| Re: Multi-core techniques [message #70514 is a reply to message #70427] |
Fri, 16 April 2010 08:28  |
wita
Messages: 43 Registered: January 2005
|
Member |
|
|
Dear Bernat,
There is actually an example included in the header of
cgi_process_manager.pro, but I will try to explain this in more
detail.
To start with, you need to to split your calculations into a set of
independent tasks. Usually, this means splitting it by parameter
ranges, by date, by region, by tile or whatever. These tasks need to
be coded as an array of structures. So if you want to split your
tasks over various inputfiles you could do something like this:
tasks = Replicate({inputfile:""}, <number_of_input_file>)
tasks[0].inputfile="datafile1.dat"
tasks[1].inputfile="datafile2.dat"
etc.
Then you start "cgi_process_manager" and you provide "tasks" as
parameter.

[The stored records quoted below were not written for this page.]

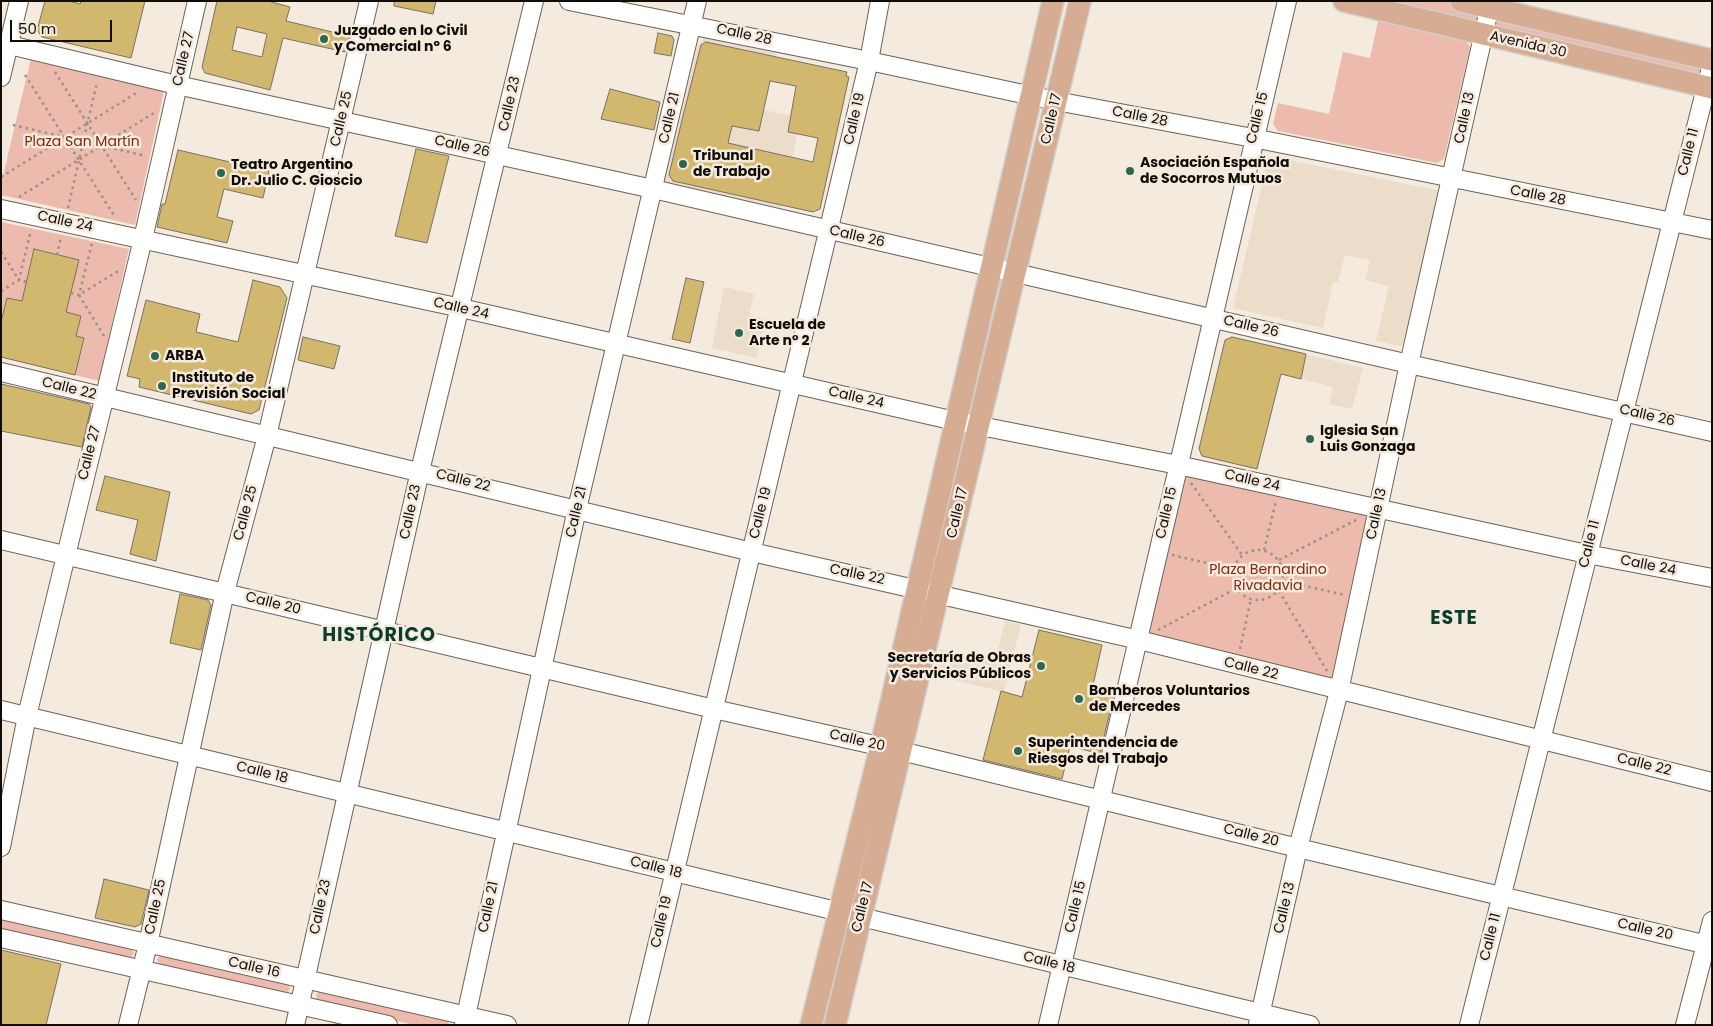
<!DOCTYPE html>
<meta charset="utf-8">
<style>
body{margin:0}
#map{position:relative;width:1713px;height:1026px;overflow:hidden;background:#f4eadd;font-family:Poppins,sans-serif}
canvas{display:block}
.frame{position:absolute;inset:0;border:2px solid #100d09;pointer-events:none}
.scale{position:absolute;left:10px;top:20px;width:102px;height:22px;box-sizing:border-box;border:2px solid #100d09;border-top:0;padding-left:6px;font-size:15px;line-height:18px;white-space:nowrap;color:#100d09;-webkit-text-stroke:4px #f4eadd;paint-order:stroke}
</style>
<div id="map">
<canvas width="1713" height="1026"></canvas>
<div class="frame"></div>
<div class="scale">50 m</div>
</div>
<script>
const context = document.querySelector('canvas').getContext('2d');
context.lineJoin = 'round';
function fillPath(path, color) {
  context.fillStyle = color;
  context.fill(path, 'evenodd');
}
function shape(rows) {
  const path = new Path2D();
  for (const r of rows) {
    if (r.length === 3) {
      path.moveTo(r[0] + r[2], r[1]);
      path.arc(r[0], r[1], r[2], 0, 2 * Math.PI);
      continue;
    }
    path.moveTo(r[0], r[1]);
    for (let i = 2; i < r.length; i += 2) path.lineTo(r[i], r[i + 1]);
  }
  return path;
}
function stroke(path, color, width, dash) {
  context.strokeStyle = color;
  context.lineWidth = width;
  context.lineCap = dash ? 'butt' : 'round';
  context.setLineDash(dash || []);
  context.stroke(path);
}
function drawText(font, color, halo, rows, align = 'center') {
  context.font = font + ' Poppins,sans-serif';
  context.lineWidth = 5;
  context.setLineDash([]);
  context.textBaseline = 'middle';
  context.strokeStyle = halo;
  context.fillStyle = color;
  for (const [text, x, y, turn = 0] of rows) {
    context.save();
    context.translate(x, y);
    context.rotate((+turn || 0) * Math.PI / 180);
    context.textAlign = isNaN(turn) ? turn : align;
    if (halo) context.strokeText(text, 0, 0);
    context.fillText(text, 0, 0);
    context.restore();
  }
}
const built = shape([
 [705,38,776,53,763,110,801,117,781,208,664,182,698,44],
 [1269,156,1436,190,1441,198,1407,342,1400,346,1376,341,1389,286,1365,280,1370,260,1345,255,1338,282,1333,282,1323,328,1233,308],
 [724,287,754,294,749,315,766,319,756,358,712,348],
 [1232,337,1363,368,1352,409,1329,404,1333,387,1281,374,1257,469,1202,456,1199,449,1225,340],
 [1005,621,1021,625,1004,692,933,675,940,649,995,662]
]);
const green = shape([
 [1378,1,1454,1,1712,60,1708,77],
 [1378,21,1466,41,1470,47,1444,159,1437,163,1278,131,1273,124,1278,103,1329,114,1343,52,1370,58],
 [31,58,164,91,135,225,1,195,1,184],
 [1,222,129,249,99,381,1,357],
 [1178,465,1377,509,1339,691,1139,640],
 [5,919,132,947,134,954,129,959,2,931,1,921],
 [162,954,288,983,290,989,285,995,159,966,157,959],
 [320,990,447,1019,449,1025,415,1025,321,1004,318,1002,316,995]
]);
const building = shape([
 [45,1,69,1,80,4,81,1,145,1,131,58,42,37,37,30,45,1],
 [217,1,268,1,290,7,286,21,349,36,345,52,283,38,270,90,205,73,202,67,217,1],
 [237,27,267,34,262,57,232,50,237,27],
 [394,1,436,1,433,14,394,6,394,1],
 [658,33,672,36,674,40,671,56,654,53,658,33],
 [706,42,847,72,846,76,849,77,820,209,813,212,673,181,669,175,682,120,701,45,706,42],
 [770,81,796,86,788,132,818,138,813,162,728,143,732,126,759,131,770,81],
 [610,89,660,102,654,130,601,119,610,89],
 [416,149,449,156,427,243,395,236,416,149],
 [178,150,269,171,263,198,224,189,217,217,233,221,227,243,157,227,162,204,165,204,178,150],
 [34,249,79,260,66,312,81,316,76,336,84,338,75,375,1,357,1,322,7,298,22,301,34,249],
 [686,278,704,282,690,343,672,339,686,278],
 [253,280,280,287,287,298,259,410,251,414,139,387,140,379,127,376,146,300,200,314,196,332,238,342,253,280],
 [303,337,340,346,334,369,298,360,303,337],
 [1232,337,1306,354,1301,379,1281,374,1257,469,1202,456,1199,449,1225,340,1232,337],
 [1,384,89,404,91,407,82,447,1,431,1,384],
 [105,476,170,492,156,561,130,554,138,520,96,510,105,476],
 [180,594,208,600,211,605,201,650,170,643,180,594],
 [1039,630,1102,645,1093,685,1115,690,1100,754,1070,746,1062,779,983,760,1001,691,1022,697,1039,630],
 [104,879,149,890,141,924,135,927,95,918,104,879],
 [1,950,61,964,46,1025,1,1025,1,950]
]);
const path = shape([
 [55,72,136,200],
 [25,75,115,217],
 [13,125,146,156],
 [1,177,138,92],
 [19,197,157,111],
 [68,208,97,82],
 [1,252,19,280,1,291],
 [57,255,61,237],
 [26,282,19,280,31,230],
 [71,293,79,295,92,243],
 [104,336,79,295,120,270],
 [1191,483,1242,555],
 [1258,575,25],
 [1264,550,1276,501],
 [1172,555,1233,569],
 [1279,560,1358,519],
 [1283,581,1345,595],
 [1279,591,1327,671],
 [1158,630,1237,588],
 [1240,649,1251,599]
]);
const minor = shape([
 [569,1,869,61,1056,101,1253,138,1712,230],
 [1,43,177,85,653,189,1409,364,1712,432],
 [1,77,19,1],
 [1,209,461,308,955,421,1178,465,1587,554,1712,578],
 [1,372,752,552,1139,640,1712,782],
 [1,540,714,709,901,751,1298,848,1712,946],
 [1,710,1310,1025],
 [1,847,27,716,143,239,197,1],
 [1,910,507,1025],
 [1,938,388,1025],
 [1258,1024,1298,848,1339,691,1409,364,1491,1],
 [128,1025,148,944,225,592,267,436,369,1],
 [295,1025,420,471,534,1],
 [464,1025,577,509,697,1],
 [638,1025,869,61,880,1],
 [1048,1025,1287,1],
 [1469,1025,1712,64],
 [1685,1025,1712,921]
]);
const major = shape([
 [1344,1,1712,88],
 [1461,1,1712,60],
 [811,1025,881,746,1053,1],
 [835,1025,1080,1]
]);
const markers = [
 [324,39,5,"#2e674f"],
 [683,164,5,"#2e674f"],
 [1130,171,5,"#2e674f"],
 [221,173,5,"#2e674f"],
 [739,333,5,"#2e674f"],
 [155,356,5,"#2e674f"],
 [162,386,5,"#2e674f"],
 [1310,439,5,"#2e674f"],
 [1041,666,5,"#2e674f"],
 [1079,699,5,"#2e674f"],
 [1018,751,5,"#2e674f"]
];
const poiNames = [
 ["Juzgado en lo Civil",334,31],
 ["y Comercial nº 6",334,47],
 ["Tribunal",693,156],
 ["de Trabajo",693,172],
 ["Asociación Española",1140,163],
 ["de Socorros Mutuos",1140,179],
 ["Teatro Argentino",231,165],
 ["Dr. Julio C. Gioscio",231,181],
 ["Escuela de",749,325],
 ["Arte n° 2",749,341],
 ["ARBA",165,356],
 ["Instituto de",172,378],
 ["Previsión Social",172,394],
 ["Iglesia San",1320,431],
 ["Luis Gonzaga",1320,447],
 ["Secretaría de Obras",1031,658,"right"],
 ["y Servicios Públicos",1031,674,"right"],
 ["Bomberos Voluntarios",1089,691],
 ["de Mercedes",1089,707],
 ["Superintendencia de",1028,743],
 ["Riesgos del Trabajo",1028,759]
];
const streetNames = [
 ["Calle 28",744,35,12],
 ["Avenida 30",1528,45,13],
 ["Calle 27",184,59,-77],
 ["Calle 23",510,104,-77],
 ["Calle 28",1140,117,11],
 ["Calle 21",670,118,-77],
 ["Calle 15",1258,118,-76],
 ["Calle 13",1465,118,-78],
 ["Calle 25",342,119,-77],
 ["Calle 19",855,119,-77],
 ["Calle 17",1052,119,-77],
 ["Calle 26",462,147,13],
 ["Calle 11",1689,152,-76],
 ["Calle 28",1538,196,11],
 ["Calle 24",65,222,12],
 ["Calle 26",857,237,13],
 ["Calle 24",461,309,13],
 ["Calle 26",1251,327,13],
 ["Calle 22",69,389,14],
 ["Calle 24",856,398,13],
 ["Calle 26",1647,416,13],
 ["Calle 27",90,453,-76],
 ["Calle 22",463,481,14],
 ["Calle 24",1252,481,13],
 ["Calle 23",411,512,-78],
 ["Calle 21",577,512,-77],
 ["Calle 25",246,513,-75],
 ["Calle 19",761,513,-76],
 ["Calle 17",958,513,-77],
 ["Calle 15",1167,513,-77],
 ["Calle 13",1377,514,-78],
 ["Calle 11",1590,544,-76],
 ["Calle 24",1648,566,11],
 ["Calle 22",857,575,12],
 ["Calle 20",273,604,14],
 ["Calle 22",1251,669,14],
 ["Calle 20",857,741,13],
 ["Calle 22",1644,765,14],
 ["Calle 18",262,773,14],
 ["Calle 20",1251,836,14],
 ["Calle 18",656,868,14],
 ["Calle 25",156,907,-78],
 ["Calle 23",321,907,-78],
 ["Calle 21",489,907,-78],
 ["Calle 17",863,907,-76],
 ["Calle 15",1076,907,-77],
 ["Calle 13",1285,908,-77],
 ["Calle 19",662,922,-77],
 ["Calle 20",1645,930,13],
 ["Calle 11",1491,937,-76],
 ["Calle 18",1049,963,14],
 ["Calle 16",254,968,13]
];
const parkNames = [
 ["Plaza San Martín",82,142],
 ["Plaza Bernardino",1268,570],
 ["Rivadavia",1268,586]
];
const districtNames = [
 ["ESTE",1454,619],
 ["HISTÓRICO",379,636]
];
fillPath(built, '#ecdcca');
fillPath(green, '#edbbad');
fillPath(building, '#d2b86f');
stroke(building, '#777266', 1);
stroke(minor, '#6b6358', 20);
stroke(major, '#cfcfce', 24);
stroke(path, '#989187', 2.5, [2.5, 4]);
stroke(minor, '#fff', 18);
stroke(major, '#d6ad92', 21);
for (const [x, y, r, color] of markers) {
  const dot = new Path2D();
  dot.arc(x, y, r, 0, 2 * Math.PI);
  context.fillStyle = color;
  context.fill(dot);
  stroke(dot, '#f4eadd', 2);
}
drawText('bold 14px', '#100d09', '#f4eadd', poiNames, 'left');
drawText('14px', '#100d09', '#f4eadd', streetNames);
drawText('14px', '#81280e', '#f4eadd', parkNames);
context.letterSpacing = '1px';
drawText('bold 19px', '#0c3c2a', '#f4eadd', districtNames);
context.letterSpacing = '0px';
</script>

The process manager will determine your machine setup and
start as many bridges as it can find CPUs. Next it will start the
task manager which keeps track of which tasks have been processed
and which not. The idea behind it, is that you can separate the logic
of handling tasks from the execution of tasks. For example, if you
have an IDLDataminer license you could easily extend the taskmanager
to read the tasks from a database table. I actually have a python
implementation of such a task manager that I use a lot.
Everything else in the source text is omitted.